TI TOUTO? TOUTO ESTIN SOMA MOU. QUID EST HOC? HOC EST CORPUS MEUM. “Was ist das?” “Das ist mein Leib.” “What is this?” “This is my body…” Jesus himself picks up the catechetical language of ages past (in truth, the catechetical language that he himself authored) and speaks it at the Last Supper.
What’s the point? Luther’s simple question, “Was ist das?” comes directly from the Torah. Luther was incredibly creative, but it’s because he gladly inherited the best of what had come before him. And in spite of his marvelous ability to turn a phrase, he still preferred the sound language of his fathers over innovation. He wasn’t looking to be a schismatic or invent his own way of speaking. Rather, with the attitude of “if it’s good enough for Moses and Jesus it’s good enough for me,” he gave us the simplest and arguably the most brilliant Catechism the Church has ever known.
A note to parents: You can teach your children to ask the question, “What is this?” by asking it to them. This is also typical of catechesis, for example Rev. 7: 13-14, “Then one of the elders addressed me, saying, ‘Who are these, clothed in white robes, and from where have they come?’ I said to him, ‘Sir, you know.’ And he said to me, ‘These are the ones coming out of the great tribulation…’” Children love a good question, and they tend toward, “Why?” You can introduce them to “What?”

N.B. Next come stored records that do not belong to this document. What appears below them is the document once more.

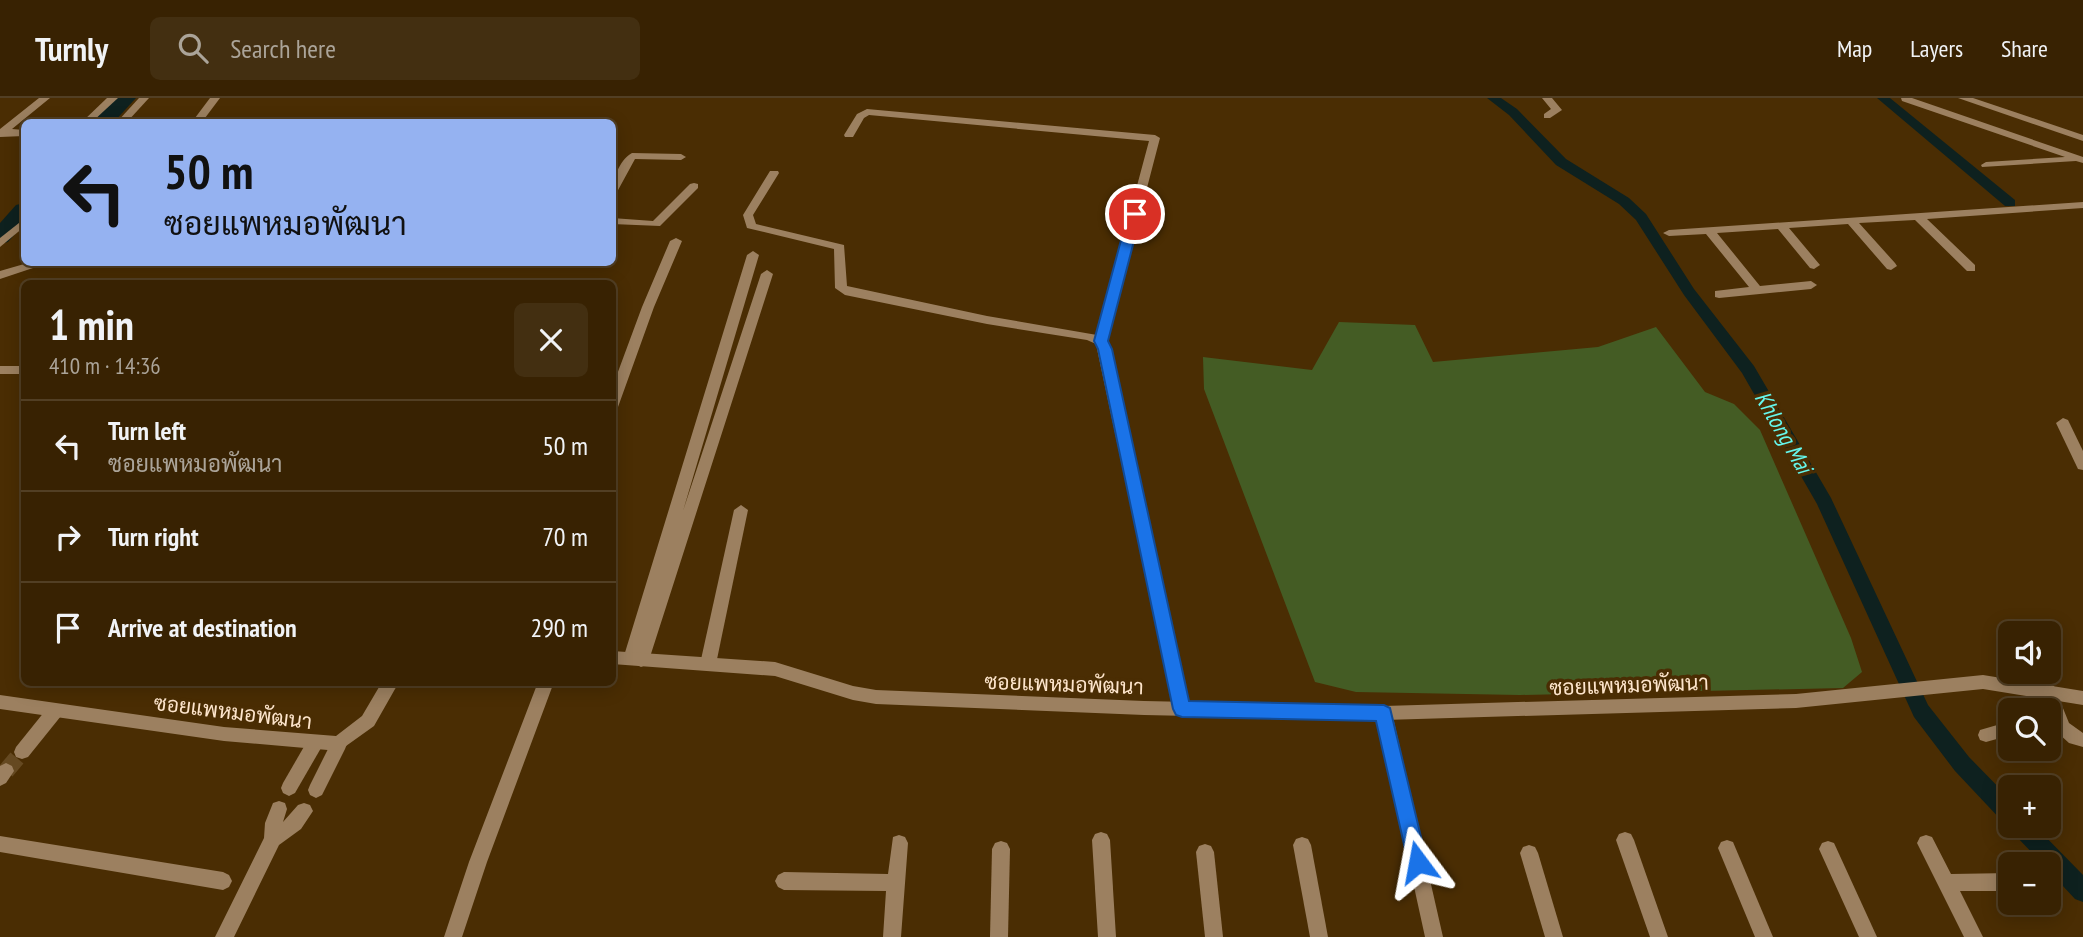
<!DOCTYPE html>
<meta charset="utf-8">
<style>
:root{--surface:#382202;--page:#432f11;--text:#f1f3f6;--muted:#aba499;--line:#523f24}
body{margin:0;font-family:"PT Sans Narrow",Sarabun,sans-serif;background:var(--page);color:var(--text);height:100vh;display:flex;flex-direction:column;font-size:26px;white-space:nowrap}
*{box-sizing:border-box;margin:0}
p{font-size:23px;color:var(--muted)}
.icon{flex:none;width:38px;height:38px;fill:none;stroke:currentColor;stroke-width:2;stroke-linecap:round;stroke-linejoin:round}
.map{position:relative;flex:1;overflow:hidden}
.panel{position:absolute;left:21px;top:182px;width:595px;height:406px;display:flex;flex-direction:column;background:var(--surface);border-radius:10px;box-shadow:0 4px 18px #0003,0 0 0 2px var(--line)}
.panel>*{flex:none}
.guide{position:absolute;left:21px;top:21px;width:595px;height:147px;border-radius:10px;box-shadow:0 4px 18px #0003,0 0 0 2px var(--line);background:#95b2f1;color:#111;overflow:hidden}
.controls{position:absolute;left:1998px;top:523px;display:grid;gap:14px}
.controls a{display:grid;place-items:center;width:63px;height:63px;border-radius:10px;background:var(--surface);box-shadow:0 4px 18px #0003,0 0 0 2px var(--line);font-size:35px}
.pin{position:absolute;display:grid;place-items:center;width:60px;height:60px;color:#fff;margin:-30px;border:4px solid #fff;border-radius:50%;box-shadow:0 2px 7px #0007}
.me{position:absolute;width:77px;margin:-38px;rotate:347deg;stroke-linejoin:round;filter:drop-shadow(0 0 5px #0008)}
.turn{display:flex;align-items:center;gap:24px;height:147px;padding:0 28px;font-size:32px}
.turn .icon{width:91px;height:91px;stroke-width:2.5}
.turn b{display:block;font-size:49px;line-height:60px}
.round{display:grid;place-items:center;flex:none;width:74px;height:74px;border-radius:10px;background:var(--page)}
.overview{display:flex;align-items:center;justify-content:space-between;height:119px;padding:0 28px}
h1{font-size:42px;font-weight:800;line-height:52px}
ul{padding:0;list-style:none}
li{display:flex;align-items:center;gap:21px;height:91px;padding:0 28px;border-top:2px solid var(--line)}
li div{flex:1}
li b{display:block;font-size:26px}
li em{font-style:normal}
header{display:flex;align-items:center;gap:42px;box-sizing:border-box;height:98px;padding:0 35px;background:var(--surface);border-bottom:2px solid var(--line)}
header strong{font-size:33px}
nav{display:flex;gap:38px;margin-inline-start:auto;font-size:24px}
.search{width:490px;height:63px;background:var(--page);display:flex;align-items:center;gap:18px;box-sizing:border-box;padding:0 24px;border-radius:10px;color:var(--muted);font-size:26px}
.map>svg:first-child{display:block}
.green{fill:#445c24}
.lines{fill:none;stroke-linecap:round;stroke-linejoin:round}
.canal{fill:#0e211f;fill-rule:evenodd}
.river{fill:#0e211f;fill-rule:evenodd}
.minor-tunnel{stroke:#654921;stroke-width:17;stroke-dasharray:17 8;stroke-linecap:butt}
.minor{fill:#9c8060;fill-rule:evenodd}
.tertiary{fill:#9c8060;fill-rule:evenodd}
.route{fill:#1a73e8;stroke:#114b97;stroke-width:2}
.labels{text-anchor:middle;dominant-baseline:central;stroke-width:7;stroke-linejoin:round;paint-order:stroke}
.street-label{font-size:21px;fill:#fde5cc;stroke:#4a2d03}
.water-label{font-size:23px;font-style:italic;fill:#65f7ed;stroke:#4a2d03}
</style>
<header>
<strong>Turnly</strong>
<div class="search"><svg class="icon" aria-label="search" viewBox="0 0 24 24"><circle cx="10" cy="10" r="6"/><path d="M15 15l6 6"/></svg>Search here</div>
<nav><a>Map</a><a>Layers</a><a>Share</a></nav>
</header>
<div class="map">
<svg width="2083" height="839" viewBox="0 0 2083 839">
<rect width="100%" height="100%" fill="#4a2d03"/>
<polygon class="green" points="1339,224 1415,227 1433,264 1598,249 1656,229 1705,294 1734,306 1760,332 1851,540 1862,574 1843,590 1520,597 1356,594 1315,584 1204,291 1203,259 1312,272"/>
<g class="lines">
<g class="canal">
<polygon points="1487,0 1501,0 1517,11 1566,61 1629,100 1646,116 1694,191 1754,268 1831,400 1928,607 1969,659 2011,702 2011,727 2003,724 1955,673 1914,619 1817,406 1742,275 1684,197 1636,122 1619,106 1556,67 1509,17"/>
<polygon points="1877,0 1890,0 2015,102 2015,108 2005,108"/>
<polygon points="2011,727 2035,728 2083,777 2083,804 2075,801 2049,773 2049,766 2043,766 2013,735"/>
</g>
<g class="river">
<polygon points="114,0 136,0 114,24 93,24"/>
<polygon points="24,105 24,126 8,144 0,146 0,125 16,107"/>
</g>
<polyline class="minor-tunnel" points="6,673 22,654"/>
<g class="minor">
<polygon points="39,0 50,0 12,31 24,32 24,38 0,39 0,31"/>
<polygon points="107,0 118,0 92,24 82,24"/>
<polygon points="139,0 149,0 127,24 117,24"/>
<polygon points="210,0 220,0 202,24 192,24"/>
<polygon points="1542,0 1552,0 1562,12 1550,20 1544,20 1544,16 1551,11"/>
<polygon points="1901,0 1912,0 2083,59 2083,65 2076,63 1982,69 1981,67 1986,64 2065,59 1902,3"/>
<polygon points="1958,0 1973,0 2083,37 2083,43"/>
<polygon points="867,11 1155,37 1160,40 1107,243 1111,251 1190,611 1188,616 1182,618 1176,616 1174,611 1096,246 1087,242 987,226 845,197 835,190 834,151 747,130 743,117 770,73 778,73 779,75 753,117 756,126 844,147 847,188 987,218 1097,237 1149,43 869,17 864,20 853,39 845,39 844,37 857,16"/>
<path d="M632,55L681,56L686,59L681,62L635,61L617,94L612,97C612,83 619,62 632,55Z"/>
<polygon points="694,85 698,86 698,90 660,128 612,126 612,120 653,123 690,86"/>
<polygon points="2083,104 2083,110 1927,121 1975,167 1975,173 1967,173 1915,122 1859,125 1895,165 1897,168 1891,172 1887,171 1848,126 1789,130 1820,167 1814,171 1810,170 1778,131 1717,135 1760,188 1811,183 1817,187 1811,191 1719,200 1715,199 1715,193 1749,189 1706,136 1669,138 1663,135 1669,132"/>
<polygon points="24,121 24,129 0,149 0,140"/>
<polygon points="676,140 682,143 654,209 618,309 612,313 612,290 642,209 670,143"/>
<polygon points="753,153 759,157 683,413 761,176 767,172 773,176 649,562 646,567 641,569 635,566 626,566 623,561 747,157"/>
<polygon points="31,164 51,164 0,181 0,173"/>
<rect x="0" y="268" width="24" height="8"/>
<polygon points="2063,320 2068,322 2083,353 2083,372 2078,371 2056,325"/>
<polygon points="741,407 748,412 716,566 713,571 708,573 703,571 700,566 734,412"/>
<polygon points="538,584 554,584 487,764 462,839 444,839 469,764"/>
<polygon points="2048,586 2054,588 2069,625 2083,635 2083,649 2069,645 2058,635 2040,593 2042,588"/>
<polygon points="55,606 61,608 63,613 61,618 28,659 22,661 16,659 14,654 16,649 49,608"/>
<polygon points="1384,608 1390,610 1392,615 1443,839 1425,839 1376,615 1378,610"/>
<polygon points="2011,623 2011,637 1986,644 1980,642 1978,637 1980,632"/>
<polygon points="315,638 321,640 323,645 321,650 295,695 289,698 283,695 281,690 283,685 309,640"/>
<polygon points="339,639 345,641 347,646 345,651 322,697 316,700 310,697 308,692 310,687 333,641"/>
<polygon points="6,665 12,668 14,673 6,685 0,688 0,668"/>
<polygon points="279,703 285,705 287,711 283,724 298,707 304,705 310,707 313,713 301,731 279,747 234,839 215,839 264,740 265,725 273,705"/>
<polygon points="1101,734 1107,736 1110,742 1116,839 1098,839 1092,742 1095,736"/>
<polygon points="1625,734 1631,736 1634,742 1668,839 1650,839 1616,742 1619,736"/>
<polygon points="899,737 905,739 908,745 901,839 883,839 886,793 784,792 778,789 775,783 778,777 784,774 888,776 893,739"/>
<polygon points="1926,737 1932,739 1951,776 2011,775 2011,793 1960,793 1983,839 1964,839 1917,745 1920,739"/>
<polygon points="0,738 223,774 229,777 232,783 229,789 223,792 0,754"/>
<polygon points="1302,739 1308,741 1311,747 1328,839 1310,839 1293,747 1296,741"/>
<polygon points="1727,742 1733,744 1773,839 1755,839 1718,750 1721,744"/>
<polygon points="1001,743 1007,745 1010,751 1008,839 990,839 992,751 995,745"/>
<polygon points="1828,743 1834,745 1877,839 1859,839 1819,751 1822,745"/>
<polygon points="1205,746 1211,748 1214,754 1223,839 1205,839 1196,754 1199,748"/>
<polygon points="1529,747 1535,749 1538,755 1563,839 1545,839 1520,755 1523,749"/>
</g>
<g class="tertiary">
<polygon points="612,553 775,564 853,588 876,592 1144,603 1384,608 1796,596 1983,577 2083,593 2083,607 1983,591 1796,610 1384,622 1144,617 876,606 853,602 775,578 612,566"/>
<polygon points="382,584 399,584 374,628 339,653 224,643 0,611 0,597 224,629 336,638 362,618"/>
</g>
</g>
<polygon class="route" points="1135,112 1141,116 1108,243 1112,251 1189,603 1384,607 1390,610 1427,764 1425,771 1418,774 1410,771 1408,764 1376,623 1182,619 1176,617 1173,611 1098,251 1094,243 1128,116"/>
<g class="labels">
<g class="street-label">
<text transform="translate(1064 586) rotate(2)">ซอยแพหมอพัฒนา</text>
<text transform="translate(1629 587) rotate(-2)">ซอยแพหมอพัฒนา</text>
<text transform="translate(233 614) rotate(7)">ซอยแพหมอพัฒนา</text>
</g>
<g class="water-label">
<text transform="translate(1784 334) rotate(60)">Khlong Mai</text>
</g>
</g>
</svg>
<div class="controls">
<a><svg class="icon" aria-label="sound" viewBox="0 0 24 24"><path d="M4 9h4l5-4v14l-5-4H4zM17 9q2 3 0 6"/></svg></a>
<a><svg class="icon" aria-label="search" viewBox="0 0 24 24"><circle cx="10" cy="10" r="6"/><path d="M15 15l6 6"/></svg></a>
<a>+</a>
<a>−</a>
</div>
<div class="pin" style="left:1135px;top:116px;background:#d93025"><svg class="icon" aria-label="arrive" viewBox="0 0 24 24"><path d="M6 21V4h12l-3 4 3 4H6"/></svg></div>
<svg class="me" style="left:1418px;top:764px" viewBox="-20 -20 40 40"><path d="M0-17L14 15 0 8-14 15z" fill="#1a73e8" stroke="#fff" stroke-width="4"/></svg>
<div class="guide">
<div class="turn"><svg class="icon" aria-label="left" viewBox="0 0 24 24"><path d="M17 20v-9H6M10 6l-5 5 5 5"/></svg><div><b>50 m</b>ซอยแพหมอพัฒนา</div></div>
</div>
<section class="panel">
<div class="overview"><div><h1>1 min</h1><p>410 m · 14:36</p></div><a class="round"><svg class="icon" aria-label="close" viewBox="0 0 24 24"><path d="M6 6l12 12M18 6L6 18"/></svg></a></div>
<ul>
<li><svg class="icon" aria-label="left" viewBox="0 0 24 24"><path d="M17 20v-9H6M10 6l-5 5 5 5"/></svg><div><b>Turn left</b><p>ซอยแพหมอพัฒนา</p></div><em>50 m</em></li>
<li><svg class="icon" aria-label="right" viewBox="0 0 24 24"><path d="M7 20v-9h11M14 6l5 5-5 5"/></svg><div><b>Turn right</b></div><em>70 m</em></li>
<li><svg class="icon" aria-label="arrive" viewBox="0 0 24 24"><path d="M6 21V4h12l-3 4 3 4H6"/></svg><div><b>Arrive at destination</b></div><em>290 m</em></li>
</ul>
</section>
</div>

While you sit in church before service (or while having devotions or looking at Christian art at home), point to various things and ask, “What is this?” If they know, excellent, and if not, then you say, “This is…” Eventually, children will learn to ask the question on their own. In this way the daily catechetical question-and-answer of the God’s people (now over three millennia old) will become the common language of your family as well.